─── Records

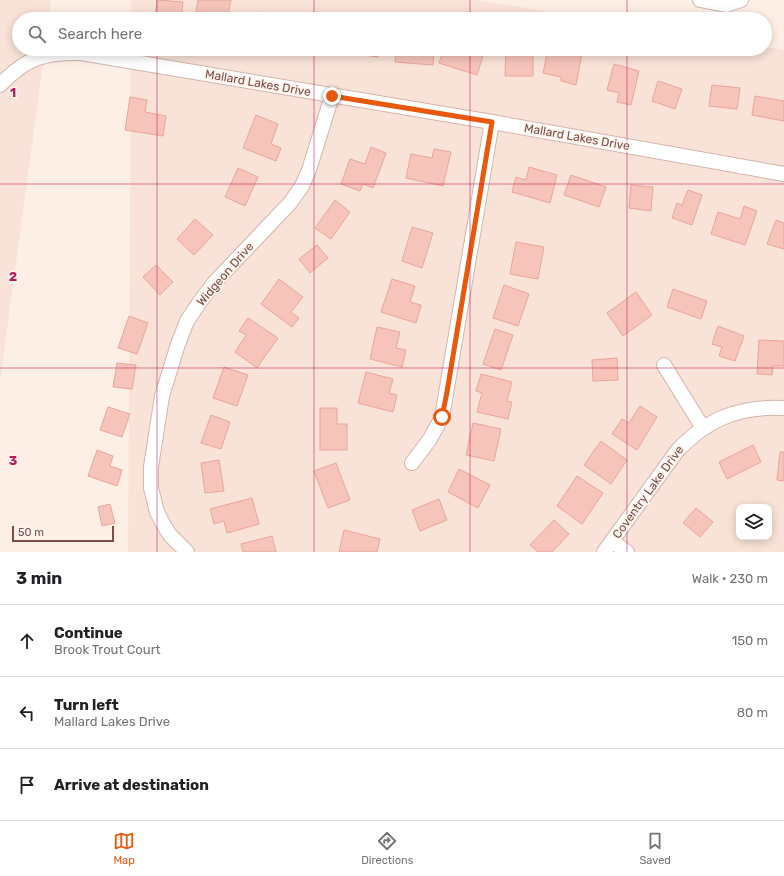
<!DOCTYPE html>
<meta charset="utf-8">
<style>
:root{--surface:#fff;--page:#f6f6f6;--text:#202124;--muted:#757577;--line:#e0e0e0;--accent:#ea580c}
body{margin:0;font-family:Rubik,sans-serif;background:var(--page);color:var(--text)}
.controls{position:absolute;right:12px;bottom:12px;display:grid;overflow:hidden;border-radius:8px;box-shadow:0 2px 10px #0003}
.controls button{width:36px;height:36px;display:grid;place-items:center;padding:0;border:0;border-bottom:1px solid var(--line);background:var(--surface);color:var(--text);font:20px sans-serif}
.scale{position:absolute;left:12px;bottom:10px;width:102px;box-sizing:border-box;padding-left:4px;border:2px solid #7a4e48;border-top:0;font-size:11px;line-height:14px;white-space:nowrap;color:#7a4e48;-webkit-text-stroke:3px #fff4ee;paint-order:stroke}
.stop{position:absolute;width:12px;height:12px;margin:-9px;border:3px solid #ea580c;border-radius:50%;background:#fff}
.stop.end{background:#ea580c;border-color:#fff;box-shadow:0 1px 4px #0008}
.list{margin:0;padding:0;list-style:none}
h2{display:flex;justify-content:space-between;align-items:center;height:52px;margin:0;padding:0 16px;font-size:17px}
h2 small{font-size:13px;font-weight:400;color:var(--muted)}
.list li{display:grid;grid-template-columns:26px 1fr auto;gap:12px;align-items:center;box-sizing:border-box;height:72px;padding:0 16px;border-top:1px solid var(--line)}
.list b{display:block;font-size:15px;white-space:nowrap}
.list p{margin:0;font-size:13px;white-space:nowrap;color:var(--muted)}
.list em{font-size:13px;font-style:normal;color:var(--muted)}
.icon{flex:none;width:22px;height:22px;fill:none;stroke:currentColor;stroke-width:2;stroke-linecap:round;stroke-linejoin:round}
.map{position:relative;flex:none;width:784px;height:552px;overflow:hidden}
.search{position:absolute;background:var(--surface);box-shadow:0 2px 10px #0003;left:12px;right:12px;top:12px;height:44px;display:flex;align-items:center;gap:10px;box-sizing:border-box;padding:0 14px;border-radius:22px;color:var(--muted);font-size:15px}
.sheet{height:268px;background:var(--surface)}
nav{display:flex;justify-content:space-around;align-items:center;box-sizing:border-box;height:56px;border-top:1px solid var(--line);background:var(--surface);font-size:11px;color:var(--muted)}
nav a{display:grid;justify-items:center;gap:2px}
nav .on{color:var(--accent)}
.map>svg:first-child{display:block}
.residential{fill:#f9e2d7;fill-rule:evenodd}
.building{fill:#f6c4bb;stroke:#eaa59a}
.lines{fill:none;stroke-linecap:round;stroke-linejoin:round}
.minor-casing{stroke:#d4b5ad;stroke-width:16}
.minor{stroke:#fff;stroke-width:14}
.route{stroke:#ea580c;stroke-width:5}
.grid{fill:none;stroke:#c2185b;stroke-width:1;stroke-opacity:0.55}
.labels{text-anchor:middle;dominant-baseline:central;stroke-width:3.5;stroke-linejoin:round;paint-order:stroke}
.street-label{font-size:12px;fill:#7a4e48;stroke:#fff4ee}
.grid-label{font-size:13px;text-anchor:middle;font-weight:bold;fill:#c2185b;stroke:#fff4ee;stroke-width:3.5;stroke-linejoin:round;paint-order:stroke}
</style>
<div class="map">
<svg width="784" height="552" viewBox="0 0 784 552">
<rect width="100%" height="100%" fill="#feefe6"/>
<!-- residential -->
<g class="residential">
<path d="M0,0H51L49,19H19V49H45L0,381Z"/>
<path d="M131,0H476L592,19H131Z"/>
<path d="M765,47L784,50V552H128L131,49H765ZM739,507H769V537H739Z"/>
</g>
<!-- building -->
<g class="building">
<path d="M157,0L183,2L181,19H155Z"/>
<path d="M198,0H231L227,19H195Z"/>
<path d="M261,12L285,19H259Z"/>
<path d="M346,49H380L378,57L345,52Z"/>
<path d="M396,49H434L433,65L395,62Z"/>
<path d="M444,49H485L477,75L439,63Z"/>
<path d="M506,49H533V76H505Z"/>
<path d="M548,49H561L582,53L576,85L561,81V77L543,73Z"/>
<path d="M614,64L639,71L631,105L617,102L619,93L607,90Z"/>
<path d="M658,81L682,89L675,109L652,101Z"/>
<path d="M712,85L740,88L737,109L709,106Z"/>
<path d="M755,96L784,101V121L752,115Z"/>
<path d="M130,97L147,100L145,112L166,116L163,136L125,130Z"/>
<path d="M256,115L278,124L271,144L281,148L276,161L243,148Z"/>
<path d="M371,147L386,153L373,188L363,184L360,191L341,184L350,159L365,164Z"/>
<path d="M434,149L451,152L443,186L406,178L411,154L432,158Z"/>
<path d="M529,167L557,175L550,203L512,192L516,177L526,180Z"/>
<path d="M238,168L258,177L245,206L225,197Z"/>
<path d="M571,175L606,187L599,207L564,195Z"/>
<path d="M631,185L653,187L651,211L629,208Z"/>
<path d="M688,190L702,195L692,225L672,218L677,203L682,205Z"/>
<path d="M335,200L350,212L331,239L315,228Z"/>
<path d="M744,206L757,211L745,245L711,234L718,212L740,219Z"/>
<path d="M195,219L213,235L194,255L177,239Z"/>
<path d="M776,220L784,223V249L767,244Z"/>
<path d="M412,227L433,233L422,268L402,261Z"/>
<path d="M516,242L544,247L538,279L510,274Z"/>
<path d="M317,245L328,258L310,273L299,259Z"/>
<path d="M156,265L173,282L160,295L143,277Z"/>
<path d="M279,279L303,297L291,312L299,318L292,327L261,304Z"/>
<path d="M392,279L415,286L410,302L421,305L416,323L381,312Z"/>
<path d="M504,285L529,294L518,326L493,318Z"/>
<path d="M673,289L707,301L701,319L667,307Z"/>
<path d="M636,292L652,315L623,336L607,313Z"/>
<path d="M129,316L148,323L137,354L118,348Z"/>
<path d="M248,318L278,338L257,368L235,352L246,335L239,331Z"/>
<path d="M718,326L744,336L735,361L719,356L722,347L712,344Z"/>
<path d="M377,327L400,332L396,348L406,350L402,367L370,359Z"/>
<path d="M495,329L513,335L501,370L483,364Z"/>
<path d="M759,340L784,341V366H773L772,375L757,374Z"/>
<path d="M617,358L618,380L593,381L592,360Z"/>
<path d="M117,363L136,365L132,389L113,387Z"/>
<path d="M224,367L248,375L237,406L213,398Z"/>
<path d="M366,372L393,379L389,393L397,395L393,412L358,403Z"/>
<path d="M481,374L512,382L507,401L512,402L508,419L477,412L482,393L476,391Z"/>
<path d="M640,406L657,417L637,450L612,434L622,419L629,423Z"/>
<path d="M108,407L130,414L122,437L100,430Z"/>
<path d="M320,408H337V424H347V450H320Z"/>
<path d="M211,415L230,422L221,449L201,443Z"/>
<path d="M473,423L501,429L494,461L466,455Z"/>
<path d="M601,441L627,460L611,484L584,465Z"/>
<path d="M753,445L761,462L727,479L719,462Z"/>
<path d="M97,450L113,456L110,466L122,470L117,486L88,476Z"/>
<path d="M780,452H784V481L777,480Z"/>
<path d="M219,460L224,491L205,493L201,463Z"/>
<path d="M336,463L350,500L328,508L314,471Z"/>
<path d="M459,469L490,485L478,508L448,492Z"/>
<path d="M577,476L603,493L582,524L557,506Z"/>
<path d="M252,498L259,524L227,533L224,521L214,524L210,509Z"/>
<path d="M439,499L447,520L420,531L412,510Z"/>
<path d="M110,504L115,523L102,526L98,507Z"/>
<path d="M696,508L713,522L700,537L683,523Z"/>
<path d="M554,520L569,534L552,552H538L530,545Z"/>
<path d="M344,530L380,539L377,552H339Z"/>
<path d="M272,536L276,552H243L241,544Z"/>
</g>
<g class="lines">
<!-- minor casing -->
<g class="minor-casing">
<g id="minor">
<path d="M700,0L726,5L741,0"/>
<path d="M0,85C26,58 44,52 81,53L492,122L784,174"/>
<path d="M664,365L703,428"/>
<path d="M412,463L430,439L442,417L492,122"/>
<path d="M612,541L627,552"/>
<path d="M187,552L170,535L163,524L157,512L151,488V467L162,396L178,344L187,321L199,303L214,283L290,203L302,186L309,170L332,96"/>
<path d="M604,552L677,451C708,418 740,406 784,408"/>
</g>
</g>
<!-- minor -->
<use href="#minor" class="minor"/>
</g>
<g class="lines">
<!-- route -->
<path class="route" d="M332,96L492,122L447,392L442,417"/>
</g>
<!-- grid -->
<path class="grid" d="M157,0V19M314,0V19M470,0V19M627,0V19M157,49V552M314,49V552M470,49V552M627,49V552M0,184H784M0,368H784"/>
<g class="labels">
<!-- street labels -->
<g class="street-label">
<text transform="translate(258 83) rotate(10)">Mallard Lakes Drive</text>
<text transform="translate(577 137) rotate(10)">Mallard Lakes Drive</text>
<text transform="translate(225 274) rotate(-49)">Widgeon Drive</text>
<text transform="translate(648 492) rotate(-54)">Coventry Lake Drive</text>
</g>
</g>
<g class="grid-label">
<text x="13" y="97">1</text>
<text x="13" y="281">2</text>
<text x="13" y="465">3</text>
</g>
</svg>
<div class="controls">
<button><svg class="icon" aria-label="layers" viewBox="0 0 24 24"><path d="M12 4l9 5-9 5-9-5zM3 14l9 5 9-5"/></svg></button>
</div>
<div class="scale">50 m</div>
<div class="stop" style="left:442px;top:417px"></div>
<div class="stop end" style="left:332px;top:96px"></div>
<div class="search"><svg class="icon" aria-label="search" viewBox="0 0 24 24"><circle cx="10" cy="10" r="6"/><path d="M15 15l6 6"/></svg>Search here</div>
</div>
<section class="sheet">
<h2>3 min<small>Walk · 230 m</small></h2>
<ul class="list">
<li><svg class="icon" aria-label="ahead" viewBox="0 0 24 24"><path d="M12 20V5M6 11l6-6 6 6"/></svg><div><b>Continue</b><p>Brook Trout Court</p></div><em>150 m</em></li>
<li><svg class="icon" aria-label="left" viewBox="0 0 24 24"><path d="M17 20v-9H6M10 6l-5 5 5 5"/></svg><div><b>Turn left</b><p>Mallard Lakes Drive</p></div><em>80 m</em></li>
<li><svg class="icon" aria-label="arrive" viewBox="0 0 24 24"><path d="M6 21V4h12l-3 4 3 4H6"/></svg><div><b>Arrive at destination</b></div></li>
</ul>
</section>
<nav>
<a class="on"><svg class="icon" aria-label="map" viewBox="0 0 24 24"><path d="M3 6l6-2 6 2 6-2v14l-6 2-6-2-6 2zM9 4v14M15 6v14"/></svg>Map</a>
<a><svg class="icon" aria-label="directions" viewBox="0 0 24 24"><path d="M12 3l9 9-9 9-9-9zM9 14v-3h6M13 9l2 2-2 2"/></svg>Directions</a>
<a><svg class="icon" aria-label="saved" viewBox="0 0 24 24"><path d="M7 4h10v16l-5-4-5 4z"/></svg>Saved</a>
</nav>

──────

Work instructions: This task calls for each line of the material that contains "style".

Task result:
<style>
.list{margin:0;padding:0;list-style:none}
.list em{font-size:13px;font-style:normal;color:var(--muted)}
</style>
<div class="stop" style="left:442px;top:417px"></div>
<div class="stop end" style="left:332px;top:96px"></div>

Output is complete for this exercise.